Instructions to follow. Records follow. Pull out every line that contains "forest".

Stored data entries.
━━━━━━━━━━━━━━━━

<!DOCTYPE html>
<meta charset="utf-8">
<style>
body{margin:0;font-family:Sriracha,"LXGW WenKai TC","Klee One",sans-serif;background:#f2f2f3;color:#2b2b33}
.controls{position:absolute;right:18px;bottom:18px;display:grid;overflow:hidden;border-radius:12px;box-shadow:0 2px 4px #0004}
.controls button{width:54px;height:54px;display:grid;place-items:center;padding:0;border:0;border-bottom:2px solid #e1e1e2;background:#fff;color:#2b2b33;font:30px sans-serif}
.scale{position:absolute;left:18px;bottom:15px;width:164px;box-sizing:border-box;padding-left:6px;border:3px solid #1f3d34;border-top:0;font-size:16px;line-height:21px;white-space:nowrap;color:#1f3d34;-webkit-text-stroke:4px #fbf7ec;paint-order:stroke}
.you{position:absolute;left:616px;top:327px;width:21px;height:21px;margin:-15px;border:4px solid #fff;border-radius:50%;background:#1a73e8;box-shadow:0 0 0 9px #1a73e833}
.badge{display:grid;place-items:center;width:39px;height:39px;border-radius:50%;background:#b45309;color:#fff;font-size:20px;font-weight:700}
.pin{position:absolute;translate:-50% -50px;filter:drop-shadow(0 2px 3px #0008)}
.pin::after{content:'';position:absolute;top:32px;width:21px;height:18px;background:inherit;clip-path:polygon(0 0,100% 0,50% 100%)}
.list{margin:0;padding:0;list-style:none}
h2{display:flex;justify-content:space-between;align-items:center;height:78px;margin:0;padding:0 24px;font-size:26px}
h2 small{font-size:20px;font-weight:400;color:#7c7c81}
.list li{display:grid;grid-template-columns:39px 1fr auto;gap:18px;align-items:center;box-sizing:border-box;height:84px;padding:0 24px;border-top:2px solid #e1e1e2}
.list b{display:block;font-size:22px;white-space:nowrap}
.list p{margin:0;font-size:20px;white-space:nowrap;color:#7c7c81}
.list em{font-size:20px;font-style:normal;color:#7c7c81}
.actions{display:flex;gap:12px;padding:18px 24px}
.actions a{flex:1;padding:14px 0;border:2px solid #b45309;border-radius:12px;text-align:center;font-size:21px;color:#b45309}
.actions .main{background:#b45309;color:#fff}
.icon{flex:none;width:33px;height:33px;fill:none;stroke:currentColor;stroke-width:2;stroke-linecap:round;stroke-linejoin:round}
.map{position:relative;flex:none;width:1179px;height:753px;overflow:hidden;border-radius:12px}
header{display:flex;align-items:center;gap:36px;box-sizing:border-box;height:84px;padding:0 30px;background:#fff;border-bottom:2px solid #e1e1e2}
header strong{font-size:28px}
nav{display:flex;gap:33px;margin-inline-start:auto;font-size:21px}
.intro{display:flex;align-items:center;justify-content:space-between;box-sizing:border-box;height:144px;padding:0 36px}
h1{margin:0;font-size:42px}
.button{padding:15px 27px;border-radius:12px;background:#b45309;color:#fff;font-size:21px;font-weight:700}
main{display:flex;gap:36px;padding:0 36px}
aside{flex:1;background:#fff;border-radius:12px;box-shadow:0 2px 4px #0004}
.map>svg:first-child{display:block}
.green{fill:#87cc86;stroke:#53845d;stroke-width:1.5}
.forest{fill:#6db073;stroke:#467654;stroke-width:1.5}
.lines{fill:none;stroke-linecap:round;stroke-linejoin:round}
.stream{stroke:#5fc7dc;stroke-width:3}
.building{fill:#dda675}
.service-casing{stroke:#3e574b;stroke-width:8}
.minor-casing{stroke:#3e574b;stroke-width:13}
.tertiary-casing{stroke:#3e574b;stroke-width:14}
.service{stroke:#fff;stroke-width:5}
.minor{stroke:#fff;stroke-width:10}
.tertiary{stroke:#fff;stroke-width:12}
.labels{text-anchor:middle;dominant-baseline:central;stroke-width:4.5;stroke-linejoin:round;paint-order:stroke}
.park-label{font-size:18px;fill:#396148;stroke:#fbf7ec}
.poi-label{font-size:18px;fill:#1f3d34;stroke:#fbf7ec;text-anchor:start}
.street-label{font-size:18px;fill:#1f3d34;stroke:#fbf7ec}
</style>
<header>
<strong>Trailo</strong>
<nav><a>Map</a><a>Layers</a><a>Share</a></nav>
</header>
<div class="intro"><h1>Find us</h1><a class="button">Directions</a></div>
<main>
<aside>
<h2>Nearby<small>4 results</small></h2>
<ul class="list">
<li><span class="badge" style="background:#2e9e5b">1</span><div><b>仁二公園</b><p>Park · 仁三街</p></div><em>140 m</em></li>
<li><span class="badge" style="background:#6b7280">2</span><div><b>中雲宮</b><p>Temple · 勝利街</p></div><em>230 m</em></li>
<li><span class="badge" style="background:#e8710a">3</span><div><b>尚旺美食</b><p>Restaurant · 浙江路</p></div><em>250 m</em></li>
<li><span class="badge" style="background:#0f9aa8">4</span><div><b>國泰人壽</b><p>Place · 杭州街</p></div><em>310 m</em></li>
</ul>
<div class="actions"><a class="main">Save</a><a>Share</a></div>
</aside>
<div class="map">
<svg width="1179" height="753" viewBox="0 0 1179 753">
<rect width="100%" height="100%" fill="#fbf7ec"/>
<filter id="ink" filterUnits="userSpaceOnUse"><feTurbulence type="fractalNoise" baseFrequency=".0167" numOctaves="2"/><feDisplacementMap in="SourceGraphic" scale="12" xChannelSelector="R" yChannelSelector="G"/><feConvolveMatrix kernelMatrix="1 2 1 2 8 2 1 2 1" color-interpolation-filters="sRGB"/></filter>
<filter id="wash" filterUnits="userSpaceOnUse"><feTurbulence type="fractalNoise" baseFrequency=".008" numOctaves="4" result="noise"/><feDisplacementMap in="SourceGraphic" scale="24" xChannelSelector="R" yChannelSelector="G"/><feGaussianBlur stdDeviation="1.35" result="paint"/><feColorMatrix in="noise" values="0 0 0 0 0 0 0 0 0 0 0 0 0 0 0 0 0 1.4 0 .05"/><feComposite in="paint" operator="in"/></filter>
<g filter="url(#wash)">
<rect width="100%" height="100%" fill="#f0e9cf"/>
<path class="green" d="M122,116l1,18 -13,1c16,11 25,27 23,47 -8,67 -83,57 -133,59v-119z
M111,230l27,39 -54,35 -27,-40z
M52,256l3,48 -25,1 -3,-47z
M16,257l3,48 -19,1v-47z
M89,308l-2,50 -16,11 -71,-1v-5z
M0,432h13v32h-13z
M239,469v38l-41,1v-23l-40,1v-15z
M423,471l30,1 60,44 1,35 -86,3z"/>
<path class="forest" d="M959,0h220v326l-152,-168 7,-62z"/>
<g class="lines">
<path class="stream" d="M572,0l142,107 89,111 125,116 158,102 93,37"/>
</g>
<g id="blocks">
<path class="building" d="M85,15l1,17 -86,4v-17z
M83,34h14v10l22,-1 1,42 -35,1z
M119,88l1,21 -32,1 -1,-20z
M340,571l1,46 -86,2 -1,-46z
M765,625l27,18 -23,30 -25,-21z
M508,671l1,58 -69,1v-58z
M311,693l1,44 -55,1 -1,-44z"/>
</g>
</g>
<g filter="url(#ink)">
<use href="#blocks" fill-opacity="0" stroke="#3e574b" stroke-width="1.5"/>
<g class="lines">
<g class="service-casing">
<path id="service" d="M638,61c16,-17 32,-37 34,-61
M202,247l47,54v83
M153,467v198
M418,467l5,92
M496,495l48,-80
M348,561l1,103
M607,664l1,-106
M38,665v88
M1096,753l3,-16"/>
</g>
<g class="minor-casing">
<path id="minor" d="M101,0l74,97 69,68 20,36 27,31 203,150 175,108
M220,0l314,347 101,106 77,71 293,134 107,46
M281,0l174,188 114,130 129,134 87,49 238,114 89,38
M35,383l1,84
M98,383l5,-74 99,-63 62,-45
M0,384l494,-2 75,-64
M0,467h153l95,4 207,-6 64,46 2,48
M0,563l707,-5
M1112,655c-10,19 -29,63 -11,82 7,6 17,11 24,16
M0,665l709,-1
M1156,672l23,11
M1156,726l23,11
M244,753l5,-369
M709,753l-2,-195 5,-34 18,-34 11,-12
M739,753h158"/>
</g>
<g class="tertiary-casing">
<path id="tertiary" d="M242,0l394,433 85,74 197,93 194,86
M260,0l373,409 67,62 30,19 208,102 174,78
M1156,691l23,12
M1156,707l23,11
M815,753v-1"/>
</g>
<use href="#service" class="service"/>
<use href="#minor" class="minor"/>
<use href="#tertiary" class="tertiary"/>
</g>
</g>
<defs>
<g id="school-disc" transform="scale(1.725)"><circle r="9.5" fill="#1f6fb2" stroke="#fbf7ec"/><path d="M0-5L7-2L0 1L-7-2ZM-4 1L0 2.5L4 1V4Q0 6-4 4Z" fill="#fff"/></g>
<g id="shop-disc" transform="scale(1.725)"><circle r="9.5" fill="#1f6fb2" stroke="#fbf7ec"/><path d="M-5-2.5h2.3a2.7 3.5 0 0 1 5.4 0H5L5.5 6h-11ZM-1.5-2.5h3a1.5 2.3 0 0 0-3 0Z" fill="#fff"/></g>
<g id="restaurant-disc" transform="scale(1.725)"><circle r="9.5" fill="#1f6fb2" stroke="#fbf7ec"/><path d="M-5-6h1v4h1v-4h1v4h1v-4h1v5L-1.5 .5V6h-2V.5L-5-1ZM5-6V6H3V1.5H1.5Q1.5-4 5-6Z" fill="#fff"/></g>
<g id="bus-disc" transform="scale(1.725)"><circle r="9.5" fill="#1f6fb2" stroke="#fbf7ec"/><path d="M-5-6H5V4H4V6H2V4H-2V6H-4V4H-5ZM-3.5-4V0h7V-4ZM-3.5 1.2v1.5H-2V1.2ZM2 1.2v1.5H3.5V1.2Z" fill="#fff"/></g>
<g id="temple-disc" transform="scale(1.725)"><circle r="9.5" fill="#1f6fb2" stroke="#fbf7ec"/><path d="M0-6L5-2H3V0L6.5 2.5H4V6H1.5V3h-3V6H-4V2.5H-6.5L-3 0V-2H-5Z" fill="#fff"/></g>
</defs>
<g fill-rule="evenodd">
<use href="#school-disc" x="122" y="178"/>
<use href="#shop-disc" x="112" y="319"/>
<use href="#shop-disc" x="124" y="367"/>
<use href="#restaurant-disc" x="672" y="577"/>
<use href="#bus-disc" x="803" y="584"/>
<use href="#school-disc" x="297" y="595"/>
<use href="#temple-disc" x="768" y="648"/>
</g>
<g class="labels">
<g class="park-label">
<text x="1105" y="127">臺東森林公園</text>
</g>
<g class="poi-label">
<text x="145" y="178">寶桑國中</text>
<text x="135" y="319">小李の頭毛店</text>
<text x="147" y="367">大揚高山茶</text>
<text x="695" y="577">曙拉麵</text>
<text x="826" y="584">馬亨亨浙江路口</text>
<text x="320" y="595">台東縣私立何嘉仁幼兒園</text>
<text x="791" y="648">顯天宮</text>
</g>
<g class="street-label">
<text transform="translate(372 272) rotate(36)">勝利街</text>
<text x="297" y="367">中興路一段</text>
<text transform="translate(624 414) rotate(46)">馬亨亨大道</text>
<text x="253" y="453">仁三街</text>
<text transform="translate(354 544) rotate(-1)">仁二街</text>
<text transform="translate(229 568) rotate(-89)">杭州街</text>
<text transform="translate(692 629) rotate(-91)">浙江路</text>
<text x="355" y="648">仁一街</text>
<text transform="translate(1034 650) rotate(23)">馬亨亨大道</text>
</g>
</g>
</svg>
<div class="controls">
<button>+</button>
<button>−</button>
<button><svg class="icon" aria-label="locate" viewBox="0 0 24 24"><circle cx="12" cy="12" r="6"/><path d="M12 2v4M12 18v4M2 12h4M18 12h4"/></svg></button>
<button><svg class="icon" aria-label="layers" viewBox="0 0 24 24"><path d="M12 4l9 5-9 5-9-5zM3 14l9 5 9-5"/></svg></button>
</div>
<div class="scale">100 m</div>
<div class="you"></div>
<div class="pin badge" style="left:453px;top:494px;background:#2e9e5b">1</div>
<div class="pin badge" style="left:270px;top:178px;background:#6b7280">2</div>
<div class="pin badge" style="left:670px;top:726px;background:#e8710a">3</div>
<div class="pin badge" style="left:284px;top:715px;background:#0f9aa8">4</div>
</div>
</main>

━━━━━━━━━━━━━━━━

Output for this exercise.
.forest{fill:#6db073;stroke:#467654;stroke-width:1.5}
<path class="forest" d="M959,0h220v326l-152,-168 7,-62z"/>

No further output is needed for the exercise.